(Collected data)
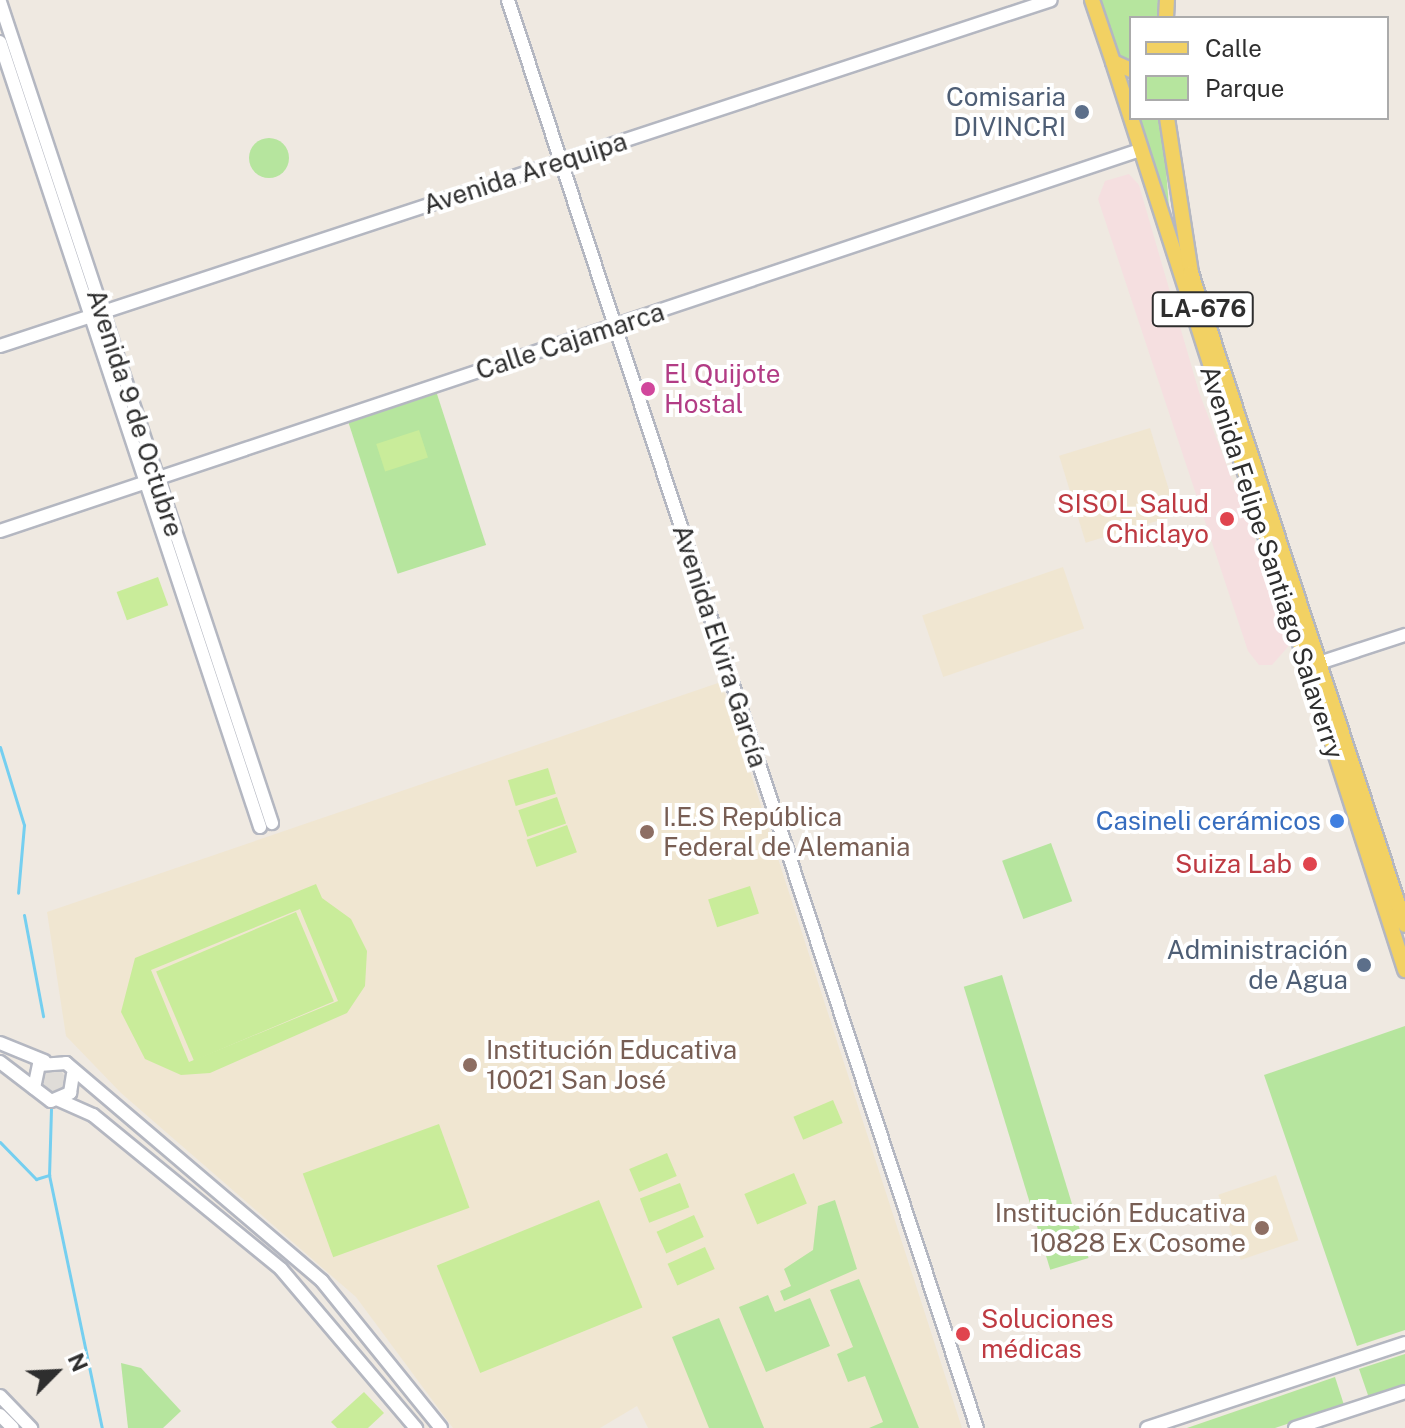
<!DOCTYPE html>
<meta charset="utf-8">
<style>
body{margin:0}
#map{position:relative;width:1405px;height:1428px;overflow:hidden;background:#efe9e1;font-family:"Public Sans",sans-serif}
div>[style]{position:absolute}
.education>*{inset:0;background:#f0e6d1;transform-origin:0 0}
.medical>*{inset:0;background:#f5dfe0}
.green>*{inset:0;background:#b6e59e;transform-origin:0 0}
.round{border-radius:50%}
.pitch>*{inset:0;background:#c9ec9a;transform-origin:0 0}
.plaza>*{inset:0;background:#dfdcd8}
.stream>*{height:3px;margin:-1.5px;padding:0 1.5px;transform-origin:1.5px;border-radius:1.5px;background:#75cff0}
.roads{filter:drop-shadow(2px 0 #b4b7c1) drop-shadow(-2px 0 #b4b7c1) drop-shadow(0 2px #b4b7c1) drop-shadow(0 -2px #b4b7c1)}
.secondary>*{height:12px;margin:-6px;padding:0 6px;transform-origin:6px;border-radius:6px;background:#fff}
.primary>*{height:14px;margin:-7px;padding:0 7px;transform-origin:7px;border-radius:7px;background:#f2d163}
.dots>*{width:22px;height:22px;translate:-50% -50%;box-sizing:border-box;border:4px solid #fff;border-radius:50%}
span{translate:-50% -50%;white-space:nowrap;text-align:center;line-height:1.15;-webkit-text-stroke:8px #fff;paint-order:stroke}
.shield-label span{padding:2px 6px;background:#fff;border:2px solid;border-radius:6px;-webkit-text-stroke-width:0}
.shield-label{font-size:24px;color:#2e2e2e;font-weight:700}
.service-label{font-size:26px;color:#4e5e75}
.right{translate:-100% -50%;text-align:right}
.street-label{font-size:26px;color:#2e2e2e}
.hotel-label{font-size:26px;color:#b23c85}
.left{translate:0 -50%;text-align:left}
.health-label{font-size:26px;color:#be3a42}
.education-label{font-size:26px;color:#785e54}
.shop-label{font-size:26px;color:#366cbe}
.legend{position:absolute;left:1129px;top:16px;width:260px;height:104px;box-sizing:border-box;background:#fff;border:2px solid #ababab;margin:0;padding:10px 14px;list-style:none;font-size:24px;color:#2e2e2e}
.legend li{display:flex;align-items:center;gap:16px;height:40px}
.legend b{width:40px;border:2px solid #ababab}
.north{position:absolute;left:16px;top:1332px;width:80px;height:80px;-webkit-text-stroke:6px #fff;paint-order:stroke;rotate:66deg;font-size:22px;font-weight:700;line-height:32px;text-align:center;color:#2e2e2e}
.north::after{content:'';display:block;margin:auto;width:28px;height:36px;background:#2e2e2e;clip-path:polygon(50% 0,100% 100%,50% 72%,0 100%)}
</style>
<div id="map">
<div class="education">
<i style="left:1150px;top:428px;width:91px;height:95px;rotate:73deg"></i>
<i style="left:1063px;top:567px;width:65px;height:149px;rotate:71deg"></i>
<i style="clip-path:polygon(721px 682px,962px 1428px,648px 1428px,637px 1406px,600px 1428px,453px 1428px,356px 1297px,121px 1093px,66px 1036px,47px 912px)"></i>
<i style="left:1276px;top:1175px;width:69px;height:61px;rotate:71deg"></i>
</div>
<div class="medical">
<i style="clip-path:polygon(1129px 174px,1139px 185px,1199px 392px,1293px 641px,1272px 665px,1259px 665px,1248px 651px,1098px 199px,1105px 181px)"></i>
</div>
<div class="green">
<i style="clip-path:polygon(1098px 0,1158px 0,1157px 18px,1131px 18px,1131px 66px,1120px 60px)"></i>
<i style="clip-path:polygon(1135px 118px,1162px 118px,1171px 233px)"></i>
<i class="round" style="left:249px;top:138px;width:40px;height:40px"></i>
<i style="left:436px;top:391px;width:162px;height:93px;rotate:72deg"></i>
<i style="left:1051px;top:843px;width:62px;height:52px;rotate:70deg"></i>
<i style="left:1002px;top:975px;width:296px;height:40px;rotate:73deg"></i>
<i style="clip-path:polygon(1405px 1026px,1405px 1330px,1357px 1346px,1264px 1075px)"></i>
<i style="clip-path:polygon(835px 1200px,857px 1269px,784px 1301px,780px 1291px,791px 1286px,784px 1269px,813px 1250px,818px 1206px)"></i>
<i style="clip-path:polygon(859px 1279px,919px 1428px,869px 1428px,883px 1422px,865px 1376px,848px 1382px,837px 1354px,853px 1347px,830px 1290px)"></i>
<i style="clip-path:polygon(768px 1295px,775px 1312px,810px 1298px,830px 1346px,766px 1372px,739px 1307px)"></i>
<i style="clip-path:polygon(719px 1318px,764px 1428px,709px 1428px,672px 1337px)"></i>
<i style="clip-path:polygon(1405px 1354px,1405px 1385px,1369px 1398px,1359px 1369px)"></i>
<i style="clip-path:polygon(121px 1363px,141px 1368px,181px 1411px,163px 1428px,128px 1428px)"></i>
<i style="clip-path:polygon(1335px 1377px,1344px 1405px,1275px 1428px,1187px 1428px)"></i>
</div>
<div class="pitch">
<i style="left:419px;top:430px;width:29px;height:45px;rotate:72deg"></i>
<i style="left:158px;top:577px;width:30px;height:44px;rotate:70deg"></i>
<i style="left:548px;top:768px;width:27px;height:42px;rotate:73deg"></i>
<i style="left:557px;top:797px;width:28px;height:41px;rotate:71deg"></i>
<i style="left:567px;top:825px;width:29px;height:43px;rotate:70deg"></i>
<i style="clip-path:polygon(evenodd,316px 884px,322px 898px,351px 919px,367px 951px,365px 986px,347px 1013px,210px 1073px,181px 1075px,145px 1059px,121px 1012px,135px 958px,316px 884px,300px 909px,338px 1001px,189px 1062px,151px 970px,300px 909px)"></i>
<i style="left:750px;top:886px;width:29px;height:44px;rotate:72deg"></i>
<i style="left:296px;top:912px;width:97px;height:152px;rotate:67deg"></i>
<i style="left:833px;top:1100px;width:25px;height:43px;rotate:67deg"></i>
<i style="left:439px;top:1124px;width:89px;height:145px;rotate:70deg"></i>
<i style="left:667px;top:1153px;width:25px;height:41px;rotate:67deg"></i>
<i style="left:794px;top:1173px;width:33px;height:54px;rotate:67deg"></i>
<i style="left:680px;top:1183px;width:26px;height:43px;rotate:69deg"></i>
<i style="left:599px;top:1200px;width:116px;height:175px;rotate:68deg"></i>
<i style="left:694px;top:1215px;width:24px;height:41px;rotate:66deg"></i>
<i style="left:705px;top:1247px;width:24px;height:41px;rotate:66deg"></i>
<i style="clip-path:polygon(364px 1392px,384px 1413px,368px 1428px,337px 1428px,331px 1422px)"></i>
</div>
<div class="plaza">
<i class="round" style="left:41px;top:1068px;width:24px;height:24px"></i>
</div>
<div class="stream">
<i style="left:0;top:747px;width:82px;rotate:72.9deg"></i>
<i style="left:24px;top:825px;width:68px;rotate:95deg"></i>
<i style="left:24px;top:915px;width:103px;rotate:79.3deg"></i>
<i style="left:51px;top:1109px;width:66px;rotate:91.7deg"></i>
<i style="left:49px;top:1175px;width:258px;rotate:78.2deg"></i>
<i style="left:0;top:1142px;width:52px;rotate:45.8deg"></i>
<i style="left:36px;top:1179px;width:14px;rotate:-17deg"></i>
</div>
<div class="roads">
<div class="secondary">
<i style="left:508px;top:0;width:1503px;rotate:71.82deg"></i>
<i style="left:0;top:2px;width:865px;rotate:71.67deg"></i>
<i style="left:0;top:42px;width:827px;rotate:71.67deg"></i>
<i style="left:0;top:346px;width:1106px;rotate:-18.22deg"></i>
<i style="left:0;top:531px;width:1202px;rotate:-18.48deg"></i>
<i style="left:1313px;top:665px;width:97px;rotate:-18.1deg"></i>
<i style="left:0;top:1043px;width:48px;rotate:22.2deg"></i>
<i style="left:0;top:1062px;width:64px;rotate:37.4deg"></i>
<i style="left:51px;top:1101px;width:21px;rotate:-23deg"></i>
<i style="left:70px;top:1093px;width:19px;rotate:-81deg"></i>
<i style="left:34px;top:1088px;width:24px;rotate:-78deg"></i>
<i style="left:39px;top:1065px;width:27px;rotate:-4deg"></i>
<i style="left:66px;top:1063px;width:336px;rotate:40.4deg"></i>
<i style="left:322px;top:1281px;width:189px;rotate:51deg"></i>
<i style="left:59px;top:1100px;width:37px;rotate:24deg"></i>
<i style="left:93px;top:1115px;width:243px;rotate:39.3deg"></i>
<i style="left:281px;top:1269px;width:209px;rotate:49.7deg"></i>
<i style="left:0;top:1396px;width:45px;rotate:45.9deg"></i>
<i style="left:0;top:1415px;width:18px;rotate:45deg"></i>
<i style="left:1147px;top:1428px;width:272px;rotate:-18.2deg"></i>
<i style="left:1295px;top:1428px;width:116px;rotate:-18.1deg"></i>
</div>
<div class="primary">
<i style="left:1092px;top:0;width:65px;rotate:71.3deg"></i>
<i style="left:1113px;top:62px;width:20px;rotate:24deg"></i>
<i style="left:1166px;top:18px;width:18px;rotate:-87deg"></i>
<i style="left:1113px;top:62px;width:954px;rotate:72.17deg"></i>
<i style="left:1167px;top:118px;width:157px;rotate:81.2deg"></i>
<i style="left:1191px;top:273px;width:686px;rotate:71.83deg"></i>
</div>
</div>
<div class="dots">
<i style="left:1082px;top:112px;background:#5c6f8a"></i>
<i style="left:648px;top:389px;background:#d1479c"></i>
<i style="left:1227px;top:519px;background:#e0444e"></i>
<i style="left:1337px;top:821px;background:#3f7fe0"></i>
<i style="left:647px;top:832px;background:#8d6e63"></i>
<i style="left:1310px;top:864px;background:#e0444e"></i>
<i style="left:1364px;top:965px;background:#5c6f8a"></i>
<i style="left:470px;top:1065px;background:#8d6e63"></i>
<i style="left:1262px;top:1228px;background:#8d6e63"></i>
<i style="left:963px;top:1334px;background:#e0444e"></i>
</div>
<div class="shield-label">
<span style="left:1203px;top:309px">LA-676</span>
</div>
<div class="service-label">
<span class="right" style="left:1066px;top:112px">Comisaria<br>DIVINCRI</span>
<span class="right" style="left:1348px;top:965px">Administración<br>de Agua</span>
</div>
<div class="street-label">
<span style="left:525px;top:173px;rotate:-18deg">Avenida Arequipa</span>
<span style="left:570px;top:341px;rotate:-18deg">Calle Cajamarca</span>
<span style="left:135px;top:413px;rotate:72deg">Avenida 9 de Octubre</span>
<span style="left:1272px;top:562px;rotate:72deg">Avenida Felipe Santiago Salaverry</span>
<span style="left:720px;top:646px;rotate:72deg">Avenida Elvira García</span>
</div>
<div class="hotel-label">
<span class="left" style="left:664px;top:389px">El Quijote<br>Hostal</span>
</div>
<div class="health-label">
<span class="right" style="left:1209px;top:519px">SISOL Salud<br>Chiclayo</span>
<span class="right" style="left:1292px;top:864px">Suiza Lab</span>
<span class="left" style="left:981px;top:1334px">Soluciones<br>médicas</span>
</div>
<div class="education-label">
<span class="left" style="left:663px;top:832px">I.E.S República<br>Federal de Alemania</span>
<span class="left" style="left:486px;top:1065px">Institución Educativa<br>10021 San José</span>
<span class="right" style="left:1246px;top:1228px">Institución Educativa<br>10828 Ex Cosome</span>
</div>
<div class="shop-label">
<span class="right" style="left:1321px;top:821px">Casineli cerámicos</span>
</div>
<ul class="legend">
<li><b style="height:10px;background:#f2d163"></b>Calle</li>
<li><b style="height:22px;background:#b6e59e"></b>Parque</li>
</ul>
<div class="north">N</div>
</div>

▸ Brief:
Each line holding the string "ababab" counts once. Work out the number of such lines in the data and give only that.

▸ Problem solution:
2